DESCRIPTION OF THE TASK: Write out all entries word for word.

═════ GIVEN RECORDS

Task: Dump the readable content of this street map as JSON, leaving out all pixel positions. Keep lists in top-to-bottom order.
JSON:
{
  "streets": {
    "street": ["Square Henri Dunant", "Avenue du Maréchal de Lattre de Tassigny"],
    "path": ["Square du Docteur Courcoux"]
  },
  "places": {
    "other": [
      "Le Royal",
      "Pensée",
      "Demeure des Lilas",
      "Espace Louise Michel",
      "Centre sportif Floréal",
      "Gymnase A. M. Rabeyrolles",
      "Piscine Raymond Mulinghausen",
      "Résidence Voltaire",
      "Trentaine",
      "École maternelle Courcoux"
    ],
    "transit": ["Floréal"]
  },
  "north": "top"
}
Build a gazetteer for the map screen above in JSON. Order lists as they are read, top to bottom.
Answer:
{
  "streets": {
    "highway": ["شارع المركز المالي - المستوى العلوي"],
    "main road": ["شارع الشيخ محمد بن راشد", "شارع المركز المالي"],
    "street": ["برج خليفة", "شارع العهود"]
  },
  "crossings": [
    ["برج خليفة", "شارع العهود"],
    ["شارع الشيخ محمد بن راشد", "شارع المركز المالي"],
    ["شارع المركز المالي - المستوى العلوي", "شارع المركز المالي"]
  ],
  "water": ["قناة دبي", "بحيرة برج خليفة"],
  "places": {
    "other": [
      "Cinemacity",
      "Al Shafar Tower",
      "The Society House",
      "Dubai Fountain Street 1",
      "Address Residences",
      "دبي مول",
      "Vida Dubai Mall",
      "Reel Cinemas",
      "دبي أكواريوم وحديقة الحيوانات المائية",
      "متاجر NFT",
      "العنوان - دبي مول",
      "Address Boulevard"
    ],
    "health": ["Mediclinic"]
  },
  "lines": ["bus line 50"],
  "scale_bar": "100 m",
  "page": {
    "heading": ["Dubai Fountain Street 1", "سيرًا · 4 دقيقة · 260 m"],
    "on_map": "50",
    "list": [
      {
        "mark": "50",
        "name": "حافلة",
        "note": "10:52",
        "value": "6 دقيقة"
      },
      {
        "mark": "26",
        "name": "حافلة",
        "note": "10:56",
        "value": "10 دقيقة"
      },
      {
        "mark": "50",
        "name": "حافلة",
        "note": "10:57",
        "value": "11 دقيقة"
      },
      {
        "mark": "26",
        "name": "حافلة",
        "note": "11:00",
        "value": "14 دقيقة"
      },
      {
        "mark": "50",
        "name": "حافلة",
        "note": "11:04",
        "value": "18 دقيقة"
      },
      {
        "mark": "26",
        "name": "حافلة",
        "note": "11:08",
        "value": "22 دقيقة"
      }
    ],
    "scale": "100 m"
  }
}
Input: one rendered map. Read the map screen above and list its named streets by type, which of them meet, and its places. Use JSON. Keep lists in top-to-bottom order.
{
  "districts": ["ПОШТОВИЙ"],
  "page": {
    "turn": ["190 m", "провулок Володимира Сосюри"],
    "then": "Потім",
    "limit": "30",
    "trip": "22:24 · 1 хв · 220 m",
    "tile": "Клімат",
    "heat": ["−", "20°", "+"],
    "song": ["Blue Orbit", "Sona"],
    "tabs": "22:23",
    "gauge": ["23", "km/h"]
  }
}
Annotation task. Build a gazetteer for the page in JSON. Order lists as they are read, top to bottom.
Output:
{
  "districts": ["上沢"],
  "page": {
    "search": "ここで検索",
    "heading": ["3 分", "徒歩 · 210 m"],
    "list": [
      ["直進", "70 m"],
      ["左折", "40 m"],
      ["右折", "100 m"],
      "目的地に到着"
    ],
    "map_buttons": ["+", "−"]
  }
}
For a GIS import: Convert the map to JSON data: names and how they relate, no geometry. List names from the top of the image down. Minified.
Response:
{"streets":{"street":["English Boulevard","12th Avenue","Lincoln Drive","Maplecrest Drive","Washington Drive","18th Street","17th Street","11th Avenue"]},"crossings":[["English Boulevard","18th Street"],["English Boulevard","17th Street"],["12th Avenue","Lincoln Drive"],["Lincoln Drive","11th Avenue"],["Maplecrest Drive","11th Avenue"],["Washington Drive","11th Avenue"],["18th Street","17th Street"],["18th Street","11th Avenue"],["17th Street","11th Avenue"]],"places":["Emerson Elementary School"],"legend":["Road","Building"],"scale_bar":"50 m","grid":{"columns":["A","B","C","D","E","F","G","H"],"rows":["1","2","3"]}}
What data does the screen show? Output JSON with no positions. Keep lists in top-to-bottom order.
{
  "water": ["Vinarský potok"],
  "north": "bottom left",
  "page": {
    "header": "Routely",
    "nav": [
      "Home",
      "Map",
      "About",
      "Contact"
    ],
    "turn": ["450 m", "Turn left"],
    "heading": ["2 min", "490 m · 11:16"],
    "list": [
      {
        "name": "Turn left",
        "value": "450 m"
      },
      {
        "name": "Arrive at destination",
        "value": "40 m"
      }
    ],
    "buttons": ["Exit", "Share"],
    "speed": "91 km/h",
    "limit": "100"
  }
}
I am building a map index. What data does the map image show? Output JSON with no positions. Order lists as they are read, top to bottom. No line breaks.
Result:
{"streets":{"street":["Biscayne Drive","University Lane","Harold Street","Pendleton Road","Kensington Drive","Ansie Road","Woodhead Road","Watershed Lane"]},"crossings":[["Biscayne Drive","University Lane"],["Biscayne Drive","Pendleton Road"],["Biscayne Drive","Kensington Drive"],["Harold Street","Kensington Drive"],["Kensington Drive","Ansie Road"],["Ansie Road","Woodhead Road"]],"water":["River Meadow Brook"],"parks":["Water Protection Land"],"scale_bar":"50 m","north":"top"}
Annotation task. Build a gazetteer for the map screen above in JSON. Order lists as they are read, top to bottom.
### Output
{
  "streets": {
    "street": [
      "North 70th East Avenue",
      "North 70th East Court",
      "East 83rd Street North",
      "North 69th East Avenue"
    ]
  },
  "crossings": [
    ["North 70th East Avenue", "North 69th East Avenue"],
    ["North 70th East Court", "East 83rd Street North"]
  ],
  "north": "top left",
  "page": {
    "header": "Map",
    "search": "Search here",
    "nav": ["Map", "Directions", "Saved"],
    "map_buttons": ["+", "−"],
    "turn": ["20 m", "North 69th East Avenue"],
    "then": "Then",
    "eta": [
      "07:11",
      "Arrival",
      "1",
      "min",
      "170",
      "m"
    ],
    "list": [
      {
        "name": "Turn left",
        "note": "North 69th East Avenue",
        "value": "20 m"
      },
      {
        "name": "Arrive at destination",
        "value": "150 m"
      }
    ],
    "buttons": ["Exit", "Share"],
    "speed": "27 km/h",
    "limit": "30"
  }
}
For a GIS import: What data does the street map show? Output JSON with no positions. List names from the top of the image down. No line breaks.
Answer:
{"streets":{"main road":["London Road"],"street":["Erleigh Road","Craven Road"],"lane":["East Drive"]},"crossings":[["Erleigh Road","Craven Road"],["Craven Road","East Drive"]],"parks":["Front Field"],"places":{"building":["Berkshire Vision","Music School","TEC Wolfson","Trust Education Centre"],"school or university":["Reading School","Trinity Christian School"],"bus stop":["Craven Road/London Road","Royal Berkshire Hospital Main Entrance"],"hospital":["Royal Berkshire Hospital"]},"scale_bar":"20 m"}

══════════

RESULT OF THIS TASK:
Task: Dump the readable content of this street map as JSON, leaving out all pixel positions. Keep lists in top-to-bottom order.
JSON:
{
  "streets": {
    "street": ["Square Henri Dunant", "Avenue du Maréchal de Lattre de Tassigny"],
    "path": ["Square du Docteur Courcoux"]
  },
  "places": {
    "other": [
      "Le Royal",
      "Pensée",
      "Demeure des Lilas",
      "Espace Louise Michel",
      "Centre sportif Floréal",
      "Gymnase A. M. Rabeyrolles",
      "Piscine Raymond Mulinghausen",
      "Résidence Voltaire",
      "Trentaine",
      "École maternelle Courcoux"
    ],
    "transit": ["Floréal"]
  },
  "north": "top"
}
Build a gazetteer for the map screen above in JSON. Order lists as they are read, top to bottom.
Answer:
{
  "streets": {
    "highway": ["شارع المركز المالي - المستوى العلوي"],
    "main road": ["شارع الشيخ محمد بن راشد", "شارع المركز المالي"],
    "street": ["برج خليفة", "شارع العهود"]
  },
  "crossings": [
    ["برج خليفة", "شارع العهود"],
    ["شارع الشيخ محمد بن راشد", "شارع المركز المالي"],
    ["شارع المركز المالي - المستوى العلوي", "شارع المركز المالي"]
  ],
  "water": ["قناة دبي", "بحيرة برج خليفة"],
  "places": {
    "other": [
      "Cinemacity",
      "Al Shafar Tower",
      "The Society House",
      "Dubai Fountain Street 1",
      "Address Residences",
      "دبي مول",
      "Vida Dubai Mall",
      "Reel Cinemas",
      "دبي أكواريوم وحديقة الحيوانات المائية",
      "متاجر NFT",
      "العنوان - دبي مول",
      "Address Boulevard"
    ],
    "health": ["Mediclinic"]
  },
  "lines": ["bus line 50"],
  "scale_bar": "100 m",
  "page": {
    "heading": ["Dubai Fountain Street 1", "سيرًا · 4 دقيقة · 260 m"],
    "on_map": "50",
    "list": [
      {
        "mark": "50",
        "name": "حافلة",
        "note": "10:52",
        "value": "6 دقيقة"
      },
      {
        "mark": "26",
        "name": "حافلة",
        "note": "10:56",
        "value": "10 دقيقة"
      },
      {
        "mark": "50",
        "name": "حافلة",
        "note": "10:57",
        "value": "11 دقيقة"
      },
      {
        "mark": "26",
        "name": "حافلة",
        "note": "11:00",
        "value": "14 دقيقة"
      },
      {
        "mark": "50",
        "name": "حافلة",
        "note": "11:04",
        "value": "18 دقيقة"
      },
      {
        "mark": "26",
        "name": "حافلة",
        "note": "11:08",
        "value": "22 دقيقة"
      }
    ],
    "scale": "100 m"
  }
}
Input: one rendered map. Read the map screen above and list its named streets by type, which of them meet, and its places. Use JSON. Keep lists in top-to-bottom order.
{
  "districts": ["ПОШТОВИЙ"],
  "page": {
    "turn": ["190 m", "провулок Володимира Сосюри"],
    "then": "Потім",
    "limit": "30",
    "trip": "22:24 · 1 хв · 220 m",
    "tile": "Клімат",
    "heat": ["−", "20°", "+"],
    "song": ["Blue Orbit", "Sona"],
    "tabs": "22:23",
    "gauge": ["23", "km/h"]
  }
}
Annotation task. Build a gazetteer for the page in JSON. Order lists as they are read, top to bottom.
Output:
{
  "districts": ["上沢"],
  "page": {
    "search": "ここで検索",
    "heading": ["3 分", "徒歩 · 210 m"],
    "list": [
      ["直進", "70 m"],
      ["左折", "40 m"],
      ["右折", "100 m"],
      "目的地に到着"
    ],
    "map_buttons": ["+", "−"]
  }
}
For a GIS import: Convert the map to JSON data: names and how they relate, no geometry. List names from the top of the image down. Minified.
Response:
{"streets":{"street":["English Boulevard","12th Avenue","Lincoln Drive","Maplecrest Drive","Washington Drive","18th Street","17th Street","11th Avenue"]},"crossings":[["English Boulevard","18th Street"],["English Boulevard","17th Street"],["12th Avenue","Lincoln Drive"],["Lincoln Drive","11th Avenue"],["Maplecrest Drive","11th Avenue"],["Washington Drive","11th Avenue"],["18th Street","17th Street"],["18th Street","11th Avenue"],["17th Street","11th Avenue"]],"places":["Emerson Elementary School"],"legend":["Road","Building"],"scale_bar":"50 m","grid":{"columns":["A","B","C","D","E","F","G","H"],"rows":["1","2","3"]}}
What data does the screen show? Output JSON with no positions. Keep lists in top-to-bottom order.
{
  "water": ["Vinarský potok"],
  "north": "bottom left",
  "page": {
    "header": "Routely",
    "nav": [
      "Home",
      "Map",
      "About",
      "Contact"
    ],
    "turn": ["450 m", "Turn left"],
    "heading": ["2 min", "490 m · 11:16"],
    "list": [
      {
        "name": "Turn left",
        "value": "450 m"
      },
      {
        "name": "Arrive at destination",
        "value": "40 m"
      }
    ],
    "buttons": ["Exit", "Share"],
    "speed": "91 km/h",
    "limit": "100"
  }
}
I am building a map index. What data does the map image show? Output JSON with no positions. Order lists as they are read, top to bottom. No line breaks.
Result:
{"streets":{"street":["Biscayne Drive","University Lane","Harold Street","Pendleton Road","Kensington Drive","Ansie Road","Woodhead Road","Watershed Lane"]},"crossings":[["Biscayne Drive","University Lane"],["Biscayne Drive","Pendleton Road"],["Biscayne Drive","Kensington Drive"],["Harold Street","Kensington Drive"],["Kensington Drive","Ansie Road"],["Ansie Road","Woodhead Road"]],"water":["River Meadow Brook"],"parks":["Water Protection Land"],"scale_bar":"50 m","north":"top"}
Annotation task. Build a gazetteer for the map screen above in JSON. Order lists as they are read, top to bottom.
### Output
{
  "streets": {
    "street": [
      "North 70th East Avenue",
      "North 70th East Court",
      "East 83rd Street North",
      "North 69th East Avenue"
    ]
  },
  "crossings": [
    ["North 70th East Avenue", "North 69th East Avenue"],
    ["North 70th East Court", "East 83rd Street North"]
  ],
  "north": "top left",
  "page": {
    "header": "Map",
    "search": "Search here",
    "nav": ["Map", "Directions", "Saved"],
    "map_buttons": ["+", "−"],
    "turn": ["20 m", "North 69th East Avenue"],
    "then": "Then",
    "eta": [
      "07:11",
      "Arrival",
      "1",
      "min",
      "170",
      "m"
    ],
    "list": [
      {
        "name": "Turn left",
        "note": "North 69th East Avenue",
        "value": "20 m"
      },
      {
        "name": "Arrive at destination",
        "value": "150 m"
      }
    ],
    "buttons": ["Exit", "Share"],
    "speed": "27 km/h",
    "limit": "30"
  }
}
For a GIS import: What data does the street map show? Output JSON with no positions. List names from the top of the image down. No line breaks.
Answer:
{"streets":{"main road":["London Road"],"street":["Erleigh Road","Craven Road"],"lane":["East Drive"]},"crossings":[["Erleigh Road","Craven Road"],["Craven Road","East Drive"]],"parks":["Front Field"],"places":{"building":["Berkshire Vision","Music School","TEC Wolfson","Trust Education Centre"],"school or university":["Reading School","Trinity Christian School"],"bus stop":["Craven Road/London Road","Royal Berkshire Hospital Main Entrance"],"hospital":["Royal Berkshire Hospital"]},"scale_bar":"20 m"}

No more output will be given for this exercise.